Jim Riley is used to wearing many hats in The Ghost Inside: bassist, self-proclaimed “band dad”, sometime touring manager. For this weekend’s comeback show, he has taken on the dual role of creative-director-cum-production-manager, not only shouldering responsibility for conjuring up the stage show, but seeing it through to delivery, too. If his constantly ringing phone doesn’t illustrate the demands of the job, the stress etched on his face certainly does. “Not that I’m a control freak,” he smiles, “but if I had trusted it to someone else, it would have been their vision for it. It may have been quicker, easier, cheaper, or whatever. But all the stuff that’s ever come out of this band is a reflection of our friendship and our relationship with each other.”
It’s a far cry from what was required of him in the hours following the events of November 19, 2015.
“I was needed to go and identify all the other guys in the hospital,” he reveals. “We were in the middle of nowhere when we had the accident. We were asleep in our pyjamas. No-one had any ID on them. Most of them were in medically induced comas. So I sat there with the overnight manager and I was like, ‘Okay, Jonathan is the guy with the reddish hair and the three Xs tattooed on his left arm. Andrew is the tall blond guy with ‘hopeless’ on his leg.

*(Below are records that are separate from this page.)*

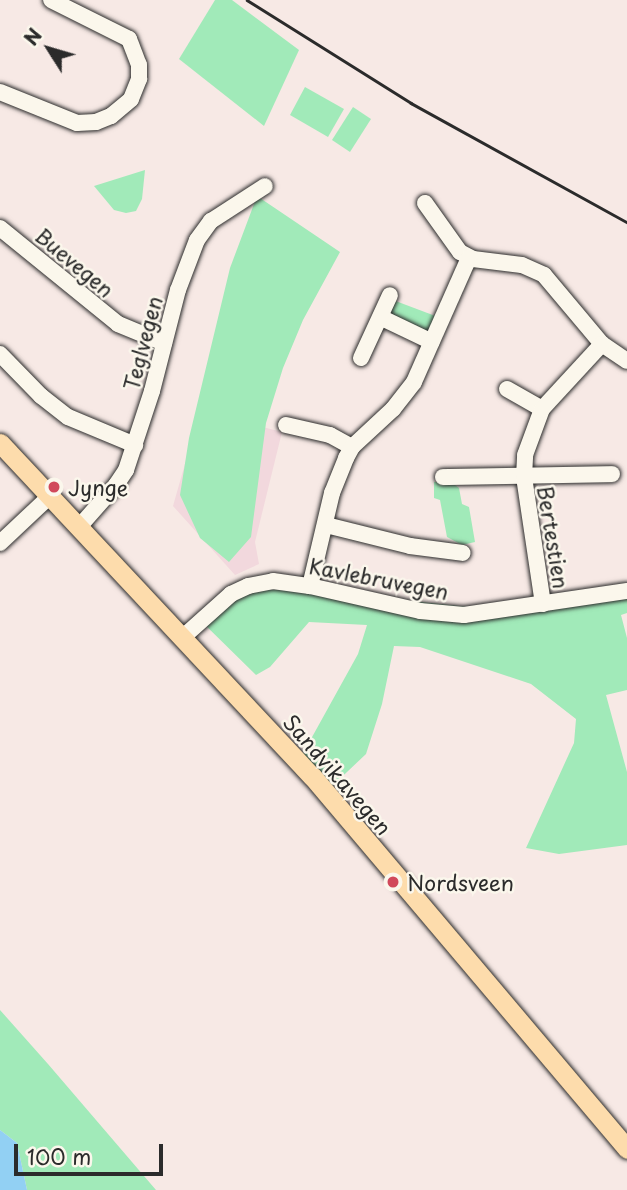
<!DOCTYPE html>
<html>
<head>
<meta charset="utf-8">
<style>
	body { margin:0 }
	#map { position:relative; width:627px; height:1190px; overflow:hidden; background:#f7e9e5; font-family:"Playpen Sans",sans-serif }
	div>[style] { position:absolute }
	.built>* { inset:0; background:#f2d8dd }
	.green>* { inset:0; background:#a1eab9 }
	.water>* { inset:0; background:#92d0f3 }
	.roads { filter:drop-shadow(0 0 2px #2b2b2b) drop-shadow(0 0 2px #2b2b2b) }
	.minor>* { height:16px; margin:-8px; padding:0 8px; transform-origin:8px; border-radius:8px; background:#fbf7ec }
	.major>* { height:19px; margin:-9.5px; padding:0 9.5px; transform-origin:9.5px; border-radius:9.5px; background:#fddcac }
	.rail>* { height:2.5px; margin:-1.25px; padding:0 1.25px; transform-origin:1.25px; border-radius:1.25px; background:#2b2b2b }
	.dots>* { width:19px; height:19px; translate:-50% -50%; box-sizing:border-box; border:4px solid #fbf7ec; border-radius:50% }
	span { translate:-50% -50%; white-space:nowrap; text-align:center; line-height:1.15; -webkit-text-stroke:5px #fbf7ec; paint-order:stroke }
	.street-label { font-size:21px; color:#2b2b2b }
	.poi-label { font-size:21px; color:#2b2b2b }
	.left { translate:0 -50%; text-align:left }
	.north { position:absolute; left:14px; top:14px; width:70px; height:70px; -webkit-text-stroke:5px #fbf7ec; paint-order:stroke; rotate:307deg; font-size:19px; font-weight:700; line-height:28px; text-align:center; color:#2b2b2b }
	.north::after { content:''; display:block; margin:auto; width:24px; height:32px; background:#2b2b2b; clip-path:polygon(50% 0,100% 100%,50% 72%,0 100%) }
	.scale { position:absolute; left:14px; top:1144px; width:149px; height:32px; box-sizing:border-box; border:4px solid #2b2b2b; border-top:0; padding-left:9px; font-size:21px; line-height:24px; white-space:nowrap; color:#2b2b2b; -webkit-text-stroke:5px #fbf7ec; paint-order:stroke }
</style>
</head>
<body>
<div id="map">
	<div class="built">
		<i style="clip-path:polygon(200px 411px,282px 432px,255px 542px,259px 564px,235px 575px,173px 506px)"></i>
	</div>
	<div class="green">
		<i style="clip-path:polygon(215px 0,232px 0,299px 50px,264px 126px,179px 59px)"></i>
		<i style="clip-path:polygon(305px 87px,344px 109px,328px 137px,290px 115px)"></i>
		<i style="clip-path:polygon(353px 107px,371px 119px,350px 152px,332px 140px)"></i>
		<i style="clip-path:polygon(145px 170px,142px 199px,136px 211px,126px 213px,114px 210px,94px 186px)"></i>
		<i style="clip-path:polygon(257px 196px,340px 252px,303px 320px,283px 368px,266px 423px,251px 537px,229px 562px,200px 538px,180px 495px,189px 438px,230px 268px)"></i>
		<i style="clip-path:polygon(393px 300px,438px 317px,432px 329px,427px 333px,395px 319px,390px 311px)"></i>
		<i style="clip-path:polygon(434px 482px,451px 482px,459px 488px,462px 504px,469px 507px,475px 542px,462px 545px,447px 537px,440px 500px,434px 498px)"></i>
		<i style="clip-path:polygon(236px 589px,305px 590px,478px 608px,627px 593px,627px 613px,621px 615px,627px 638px,627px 690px,606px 695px,627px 772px,627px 845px,559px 854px,526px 848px,574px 743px,576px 719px,531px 684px,420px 647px,394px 646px,382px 704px,366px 754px,328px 790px,301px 757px,358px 654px,367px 625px,309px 622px,270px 667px,256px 675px,198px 618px)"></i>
		<i style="clip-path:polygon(0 1010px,48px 1064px,156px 1190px,27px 1190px,17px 1143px,0 1130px)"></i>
	</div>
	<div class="water">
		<i style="clip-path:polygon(0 1130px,17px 1143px,27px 1190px,0 1190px)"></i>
	</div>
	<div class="roads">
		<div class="minor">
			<i style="left:0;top:92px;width:83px;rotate:21.9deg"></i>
			<i style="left:77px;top:123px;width:19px;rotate:-3deg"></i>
			<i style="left:96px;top:122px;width:16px;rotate:-22deg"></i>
			<i style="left:111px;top:116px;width:26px;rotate:-40deg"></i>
			<i style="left:131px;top:99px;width:22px;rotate:-68deg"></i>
			<i style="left:139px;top:79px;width:14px;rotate:-90deg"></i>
			<i style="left:139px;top:65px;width:28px;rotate:-111deg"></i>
			<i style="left:129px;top:39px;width:87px;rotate:-153.4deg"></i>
			<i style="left:425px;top:203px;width:60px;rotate:54.5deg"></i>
			<i style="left:460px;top:252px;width:15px;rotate:28deg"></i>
			<i style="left:473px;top:259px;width:49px;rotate:7deg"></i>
			<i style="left:522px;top:265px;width:24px;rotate:24deg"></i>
			<i style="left:544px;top:275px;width:90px;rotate:50deg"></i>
			<i style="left:602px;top:344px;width:30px;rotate:34deg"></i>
			<i style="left:0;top:228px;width:152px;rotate:39.1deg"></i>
			<i style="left:118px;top:324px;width:50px;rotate:22.4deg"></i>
			<i style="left:382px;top:318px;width:55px;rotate:25.6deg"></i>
			<i style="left:0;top:354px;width:59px;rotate:45.7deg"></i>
			<i style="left:41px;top:396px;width:34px;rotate:38deg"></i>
			<i style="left:68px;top:417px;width:73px;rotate:22.7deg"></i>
			<i style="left:361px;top:358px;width:69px;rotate:-65.3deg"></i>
			<i style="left:507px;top:389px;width:40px;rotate:29.7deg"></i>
			<i style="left:286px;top:425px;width:45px;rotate:12.8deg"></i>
			<i style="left:330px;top:435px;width:25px;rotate:29deg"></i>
			<i style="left:443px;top:477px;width:169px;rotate:-1deg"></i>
			<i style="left:326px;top:525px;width:87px;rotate:14deg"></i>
			<i style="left:410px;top:546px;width:53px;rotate:7.5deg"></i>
			<i style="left:79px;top:527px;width:56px;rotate:-48.6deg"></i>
			<i style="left:116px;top:485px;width:18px;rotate:-56deg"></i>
			<i style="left:126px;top:470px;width:83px;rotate:-71.8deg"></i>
			<i style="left:152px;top:391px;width:104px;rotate:-75.6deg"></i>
			<i style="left:178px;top:290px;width:53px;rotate:-69.2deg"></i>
			<i style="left:197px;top:240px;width:24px;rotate:-54deg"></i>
			<i style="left:211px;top:221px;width:64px;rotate:-32.9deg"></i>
			<i style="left:0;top:543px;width:69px;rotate:-43.2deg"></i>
			<i style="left:310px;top:586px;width:96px;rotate:-76.7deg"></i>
			<i style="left:332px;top:493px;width:38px;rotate:-68deg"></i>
			<i style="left:346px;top:458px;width:13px;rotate:-61deg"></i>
			<i style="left:352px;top:447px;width:56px;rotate:-42.8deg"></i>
			<i style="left:393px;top:409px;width:34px;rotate:-52deg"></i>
			<i style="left:414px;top:382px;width:136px;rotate:-66.1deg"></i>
			<i style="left:543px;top:604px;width:128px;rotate:-98.5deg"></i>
			<i style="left:524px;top:477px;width:22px;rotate:-87deg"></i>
			<i style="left:525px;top:455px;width:49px;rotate:-69.7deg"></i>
			<i style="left:542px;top:409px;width:88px;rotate:-47.3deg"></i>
			<i style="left:182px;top:638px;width:66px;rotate:-41.9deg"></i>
			<i style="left:231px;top:594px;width:19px;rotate:-25deg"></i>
			<i style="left:248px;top:586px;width:25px;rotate:-11deg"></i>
			<i style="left:273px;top:581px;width:37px;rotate:8deg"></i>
			<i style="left:310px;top:586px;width:113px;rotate:12.8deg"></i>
			<i style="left:420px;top:611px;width:44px;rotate:5.2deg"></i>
			<i style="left:464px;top:615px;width:165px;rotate:-8.4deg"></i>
		</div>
		<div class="major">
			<i style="left:0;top:443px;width:456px;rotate:46.9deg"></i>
			<i style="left:312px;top:776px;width:488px;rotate:49.8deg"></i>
		</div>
	</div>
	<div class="rail">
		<i style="left:247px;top:0;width:194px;rotate:32.1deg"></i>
		<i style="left:411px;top:103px;width:247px;rotate:28.9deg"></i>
	</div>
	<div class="dots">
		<i style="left:54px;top:487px;background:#d1495b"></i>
		<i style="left:393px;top:882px;background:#d1495b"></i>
	</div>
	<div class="street-label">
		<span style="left:75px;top:262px;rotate:40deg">Buevegen</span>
		<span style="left:142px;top:343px;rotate:-75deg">Teglvegen</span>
		<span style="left:554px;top:537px;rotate:81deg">Bertestien</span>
		<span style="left:379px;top:578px;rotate:11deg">Kavlebruvegen</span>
		<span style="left:338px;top:774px;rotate:49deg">Sandvikavegen</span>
	</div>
	<div class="poi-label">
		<span class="left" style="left:68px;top:487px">Jynge</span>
		<span class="left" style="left:407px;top:882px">Nordsveen</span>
	</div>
	<div class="north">N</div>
	<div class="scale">100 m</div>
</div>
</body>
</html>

Zach is the guy with the tattoo on his neck.’”
The injuries sustained in the crash that day are still scarcely comprehensible, no matter how many times you try to digest the words or wrap your head around the photos of the bus wreckage that leave you feeling like you’ve been punched in the gut.
On top of the injuries expected of a motor vehicle accident, Jim himself had escaped with one badly broken ankle; Chris had broken two, as well as “shattering” his foot. Jonathan suffered a fractured neck and back, knee ligament damage, a pair of broken ankles and much more besides, including an elbow injury that required a skin graft. Andrew could add fractures of the ribs, spine and hip, plus extensive shoulder and neck ligament and nerve damage, to his amputated leg. (“He should have been dead at the scene, if not by the time he got to the hospital,” was the assessment of one doctor.) There was little of the lower half of Zach’s body that wouldn’t require rebuilding with metal screws, plates and rods. A large portion of his left foot, including multiple toes, couldn’t be saved.
Their recoveries would range from the slow to the outright tortuous. Zach himself counts “13 major surgeries, and maybe double that in smaller procedures”, which only came to an end last August and left him feeling at his lowest “like a rag doll that was just getting beaten up and sliced open”. Reconstructing his pelvis alone required back-to-back surgeries totalling 18 hours, bookending many more hours of excruciating pain in-between. “The second day, that is probably one of the worst days of my life,” he sighs. “They had to put me under so deep that I was almost dead, and then I awoke to such pain. I wasn’t able to eat, drink, I couldn’t sleep – and I knew I was going to be doing it again the next day.”
The physical torment, however, is only half the story. The guitarist described the physical and mental recovery as “like two separate roller coasters, both going different ways yet intertwined with each other”. He admits there were days when, laying in a hospital bed on his own, his spirit and resolve all but broken, he wondered whether life was really all that worth it.
Jonathan’s initial reaction was to tell his mum he would never return to being in a band; even the slightest chance that the accident could be repeated was a nightmare from which he would rather flee forever. His voice is soft yet heavy as he describes how his mental recovery was harder than any of the gruelling physiotherapy sessions or surgeries he went through in his exhausting, near-two-year-long bid to walk unaided again.